◆ **Exercise instructions**
Look through the entries. Copy each line that has the word "currentColor".

*** Given records

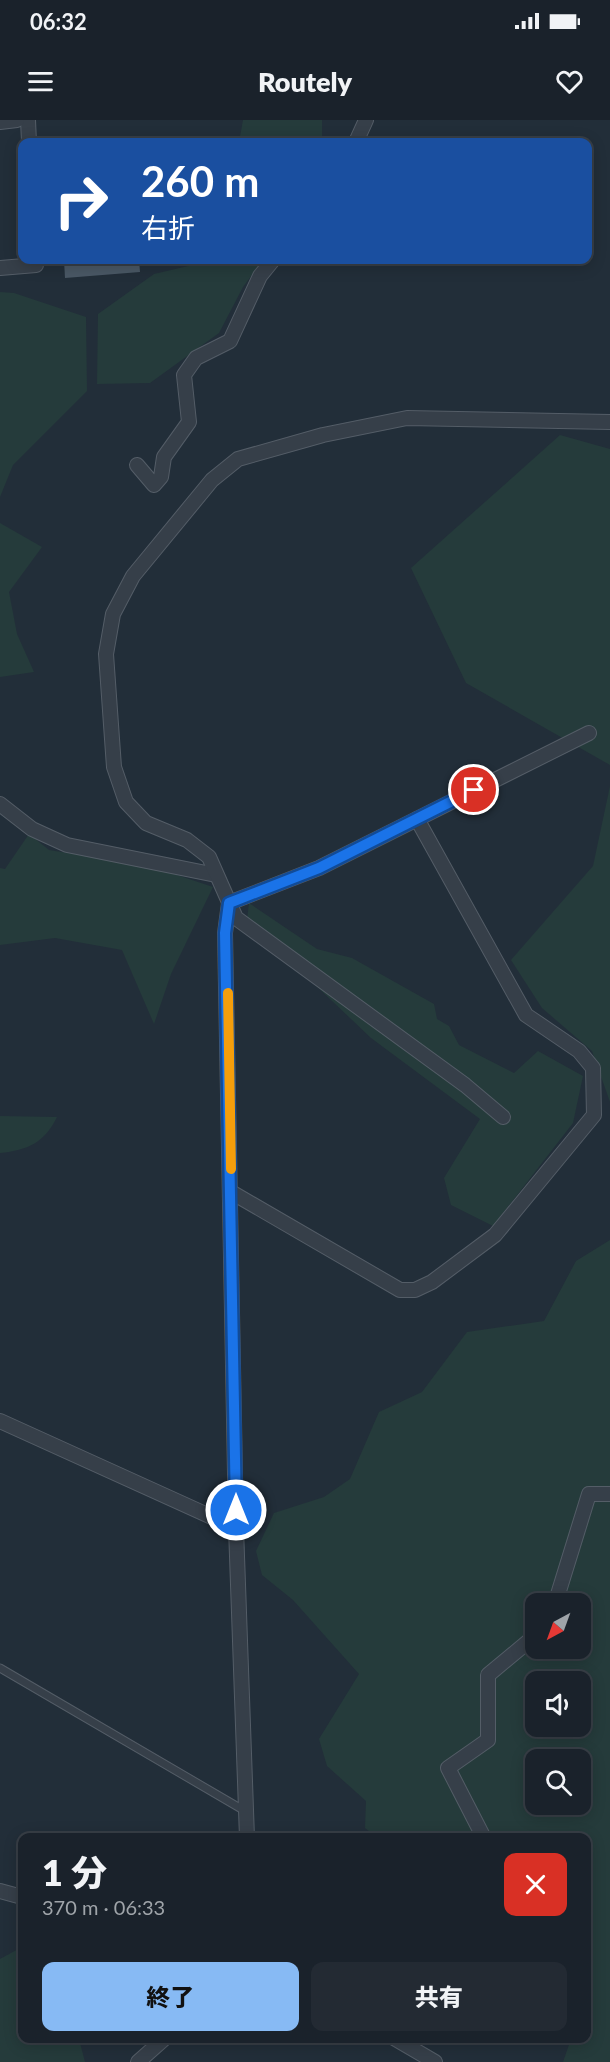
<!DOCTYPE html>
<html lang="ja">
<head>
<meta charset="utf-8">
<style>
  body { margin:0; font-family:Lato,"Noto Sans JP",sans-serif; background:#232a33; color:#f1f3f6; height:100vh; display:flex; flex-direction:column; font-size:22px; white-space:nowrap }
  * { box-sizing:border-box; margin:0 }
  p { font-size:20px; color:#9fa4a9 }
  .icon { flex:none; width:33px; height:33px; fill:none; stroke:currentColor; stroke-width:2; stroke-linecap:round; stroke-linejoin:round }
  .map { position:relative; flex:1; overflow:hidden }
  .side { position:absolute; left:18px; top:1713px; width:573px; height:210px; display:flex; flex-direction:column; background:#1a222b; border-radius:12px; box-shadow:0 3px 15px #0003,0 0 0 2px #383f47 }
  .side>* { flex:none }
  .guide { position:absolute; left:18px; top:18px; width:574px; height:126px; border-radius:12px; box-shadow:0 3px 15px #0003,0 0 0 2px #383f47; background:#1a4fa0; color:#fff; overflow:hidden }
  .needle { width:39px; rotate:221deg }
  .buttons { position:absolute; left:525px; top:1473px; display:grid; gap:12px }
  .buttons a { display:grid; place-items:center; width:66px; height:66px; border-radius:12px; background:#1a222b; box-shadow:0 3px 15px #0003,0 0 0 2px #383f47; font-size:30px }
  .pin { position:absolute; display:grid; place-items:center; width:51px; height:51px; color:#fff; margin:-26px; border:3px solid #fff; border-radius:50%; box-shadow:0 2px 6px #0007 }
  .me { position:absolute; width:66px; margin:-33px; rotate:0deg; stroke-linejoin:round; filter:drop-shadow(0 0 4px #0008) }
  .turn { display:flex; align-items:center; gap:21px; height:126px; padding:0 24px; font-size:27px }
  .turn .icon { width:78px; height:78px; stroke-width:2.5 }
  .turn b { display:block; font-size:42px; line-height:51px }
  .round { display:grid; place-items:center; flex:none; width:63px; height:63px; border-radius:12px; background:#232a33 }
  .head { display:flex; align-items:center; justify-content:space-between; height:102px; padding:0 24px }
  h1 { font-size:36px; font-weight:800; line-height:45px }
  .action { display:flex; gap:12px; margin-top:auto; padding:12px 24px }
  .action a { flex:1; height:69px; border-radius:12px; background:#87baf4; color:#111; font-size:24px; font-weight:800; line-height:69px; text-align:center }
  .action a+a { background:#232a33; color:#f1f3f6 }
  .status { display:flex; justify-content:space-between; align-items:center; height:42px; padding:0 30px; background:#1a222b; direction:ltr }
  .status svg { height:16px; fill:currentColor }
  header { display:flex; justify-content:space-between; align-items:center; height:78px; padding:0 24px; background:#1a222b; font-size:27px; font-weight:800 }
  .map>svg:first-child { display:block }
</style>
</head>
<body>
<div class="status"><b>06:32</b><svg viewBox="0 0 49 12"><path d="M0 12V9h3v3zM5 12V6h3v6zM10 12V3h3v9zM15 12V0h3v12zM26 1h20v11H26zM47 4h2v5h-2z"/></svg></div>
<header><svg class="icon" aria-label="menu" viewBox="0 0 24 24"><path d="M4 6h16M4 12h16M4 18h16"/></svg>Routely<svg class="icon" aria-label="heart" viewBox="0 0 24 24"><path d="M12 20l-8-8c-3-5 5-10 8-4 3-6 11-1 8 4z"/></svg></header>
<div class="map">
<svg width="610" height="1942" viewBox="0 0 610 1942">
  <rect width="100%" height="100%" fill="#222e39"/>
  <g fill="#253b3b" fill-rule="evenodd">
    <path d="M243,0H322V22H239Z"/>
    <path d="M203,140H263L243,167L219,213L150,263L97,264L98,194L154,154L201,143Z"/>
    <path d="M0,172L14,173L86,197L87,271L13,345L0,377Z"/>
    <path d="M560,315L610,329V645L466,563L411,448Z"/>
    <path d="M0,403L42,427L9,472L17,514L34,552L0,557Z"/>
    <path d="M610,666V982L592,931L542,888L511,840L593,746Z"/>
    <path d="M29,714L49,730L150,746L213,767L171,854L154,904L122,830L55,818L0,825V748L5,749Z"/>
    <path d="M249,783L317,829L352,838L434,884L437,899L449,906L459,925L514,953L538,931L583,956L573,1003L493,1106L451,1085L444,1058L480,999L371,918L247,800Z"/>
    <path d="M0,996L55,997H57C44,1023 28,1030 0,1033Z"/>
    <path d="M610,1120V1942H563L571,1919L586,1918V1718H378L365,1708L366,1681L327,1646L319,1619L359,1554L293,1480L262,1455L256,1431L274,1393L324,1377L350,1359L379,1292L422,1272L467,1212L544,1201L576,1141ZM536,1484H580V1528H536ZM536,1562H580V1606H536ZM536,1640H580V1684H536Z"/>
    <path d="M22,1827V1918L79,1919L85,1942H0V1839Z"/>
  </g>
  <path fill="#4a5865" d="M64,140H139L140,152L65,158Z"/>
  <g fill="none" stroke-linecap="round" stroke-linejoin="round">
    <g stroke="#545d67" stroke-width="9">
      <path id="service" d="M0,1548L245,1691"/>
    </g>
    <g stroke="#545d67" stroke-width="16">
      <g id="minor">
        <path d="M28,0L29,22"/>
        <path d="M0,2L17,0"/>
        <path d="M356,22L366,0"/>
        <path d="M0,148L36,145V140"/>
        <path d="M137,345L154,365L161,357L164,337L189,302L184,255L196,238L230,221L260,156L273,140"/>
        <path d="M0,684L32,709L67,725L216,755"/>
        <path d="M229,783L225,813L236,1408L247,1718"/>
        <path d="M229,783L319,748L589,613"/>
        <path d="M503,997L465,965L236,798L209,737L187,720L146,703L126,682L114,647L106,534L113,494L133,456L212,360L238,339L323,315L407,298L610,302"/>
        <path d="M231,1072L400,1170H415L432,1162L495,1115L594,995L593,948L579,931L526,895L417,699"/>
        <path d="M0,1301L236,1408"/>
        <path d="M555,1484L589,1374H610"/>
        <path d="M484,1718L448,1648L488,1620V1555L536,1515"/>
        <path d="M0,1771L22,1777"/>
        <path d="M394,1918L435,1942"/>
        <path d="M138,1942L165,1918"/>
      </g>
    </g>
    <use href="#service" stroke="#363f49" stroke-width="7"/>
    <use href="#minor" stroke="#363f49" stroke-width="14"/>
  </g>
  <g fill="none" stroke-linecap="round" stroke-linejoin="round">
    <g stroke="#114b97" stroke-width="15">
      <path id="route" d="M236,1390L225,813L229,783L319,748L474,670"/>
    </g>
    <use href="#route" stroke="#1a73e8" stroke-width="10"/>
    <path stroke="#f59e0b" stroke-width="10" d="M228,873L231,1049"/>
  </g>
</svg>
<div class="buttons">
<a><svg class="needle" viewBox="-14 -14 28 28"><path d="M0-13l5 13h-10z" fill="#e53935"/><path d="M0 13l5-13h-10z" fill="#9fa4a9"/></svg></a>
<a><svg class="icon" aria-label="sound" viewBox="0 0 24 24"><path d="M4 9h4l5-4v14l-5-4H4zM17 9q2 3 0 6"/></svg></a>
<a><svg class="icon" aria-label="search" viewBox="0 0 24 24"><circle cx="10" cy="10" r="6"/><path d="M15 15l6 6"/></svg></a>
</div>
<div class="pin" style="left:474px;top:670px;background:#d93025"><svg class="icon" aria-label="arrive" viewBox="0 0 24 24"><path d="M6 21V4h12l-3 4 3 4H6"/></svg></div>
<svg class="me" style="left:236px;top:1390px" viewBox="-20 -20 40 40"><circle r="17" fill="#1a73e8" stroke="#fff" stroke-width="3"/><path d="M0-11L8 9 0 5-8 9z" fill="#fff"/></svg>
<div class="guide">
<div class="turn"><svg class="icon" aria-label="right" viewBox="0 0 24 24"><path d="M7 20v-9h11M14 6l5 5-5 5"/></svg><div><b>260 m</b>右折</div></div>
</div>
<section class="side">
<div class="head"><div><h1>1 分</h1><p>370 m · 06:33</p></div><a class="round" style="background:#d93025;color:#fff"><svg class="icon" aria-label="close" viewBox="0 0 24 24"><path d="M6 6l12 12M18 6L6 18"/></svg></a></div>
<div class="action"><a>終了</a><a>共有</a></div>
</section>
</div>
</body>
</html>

******

◆ **Completed task**
  .icon { flex:none; width:33px; height:33px; fill:none; stroke:currentColor; stroke-width:2; stroke-linecap:round; stroke-linejoin:round }
  .status svg { height:16px; fill:currentColor }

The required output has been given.